Le club des polarophiles québécois

Un homme très recherché (de John Le Carré)

MD (janvier 2010)


En un coup d'oeil

  • Date de publication originale: 2008 (A most wanted man).
  • Date de l'édition française: 2008 (Seuil, Points, 408p).
  • Genre(s): thriller, espionnageé
  • Mots-clés: clandestins, Hambourg, banque, agents secrets
  • Personnage principal: Gunther Bachmann, agent secret allemand
  • Très bon résumé: ici
  • Liens externes:

À mon avis

C'est avec une grande satisfaction que j'ai retrouvé un auteur délaissé depuis si longtemps que je ne sais même plus pourquoi. Pourtant, depuis 1961 (L'appel du mort), John Le Carré (né en 1931) produit un roman tous les 2 ou 3 ans. Leur qualité est toujours reconnue. Mais son hyperréalisme (pure fiction, selon lui) n'est pas à mettre entre toutes les mains. C'est probablement en opposant son Smiley aux James Bond qu'on a commencé à parler d'anti-héros. Ses espions, en effet, se caractérisent plus par une odeur de fonctionnaire (au mieux de diplomate) que d'aventurier. Et ses histoires ne se terminent pas toujours bien. Ce sont donc de vrais thrillers, loin des aventures de Tintin ou de l'Arche perdue. L'auteur a de l'humour (voir le site anglais) mais ses personnages ne sourient pas beaucoup et les situations prêtent moins à rire qu'à réfléchir. Si on cherche à se délasser avec San Antonio ou Pennac, vaut mieux éviter John Le Carré.

Ces généralités s'appliquent parfaitement à son dernier roman, Un homme très recherché. Ça commence lentement : une filature incongrue dans une rue brumeuse de Hambourg, du genre M le Maudit. Dans l'art du rythme, Le Carré est un maître. Le crescendo qu'il construit aboutit à un final abracadabrant, pourtant bien orchestré pour traduire la confusion ahurissante dans laquelle travaillent les différentes agences de renseignements, avec leurs informations fragmentaires, leur luttes de pouvoir internes et internationales, leur besoin devenu vital de briller dans les journaux pour relever le prestige de leurs organisations. Pour un Turc ou un musulman, passer d'étranger à suspect, puis à coupable, s'effectue en un tour de main et quelques courriels. Dans le même esprit, passer de l'aide humanitaire à la déloyauté, puis à la complicité pour accomplir un attentat terroriste, s'accomplit en un clin d'œil. Depuis le 11 septembre, dans une ville comme Hambourg d'où se sont envolés les terroristes, tout le monde a intérêt à porter attention à la fesse sur laquelle il s'asseoit.

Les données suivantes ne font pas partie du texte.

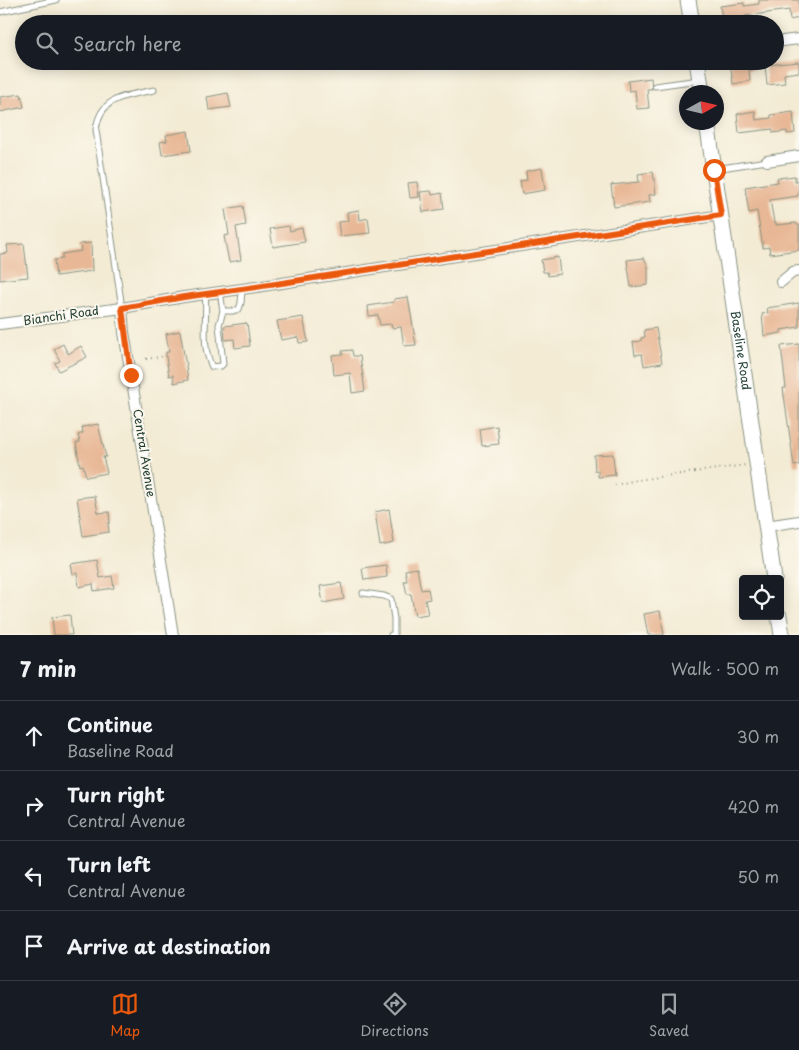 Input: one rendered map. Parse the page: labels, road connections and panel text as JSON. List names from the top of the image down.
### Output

En quelques traits, Le Carré peint quelques personnages qui s'incrustent facilement dans notre mémoire. Ils sont nombreux, mais on reconnaît sans peine la différence entre un personnage principal et un auxiliaire. La mémoire n'est donc pas surchargée et l'intrigue se déroule avec clarté et cohérence, bien que les rapports de force établis ne nous permettent pas de deviner, ni de déduire, le dénouement. Surtout quand on sait que l'auteur n'est pas un optimiste. Notre satisfaction ne vient pas du fait qu'on participe aux châtiments des mauvais et à la gloire des bons, frontière d'ailleurs pas toujours évidente chez notre auteur, mais plutôt du fait que nous avons l'impression d'être un peu plus intelligents, du moins lucides, ce qui n'est pourtant pas nécessairement vrai. Le Carré recourt plus, il le répète souvent, à son imagination qu'aux sciences politiques. Mais son imagination est celle d'un homme à la tête bien faite. Un grand plaisir.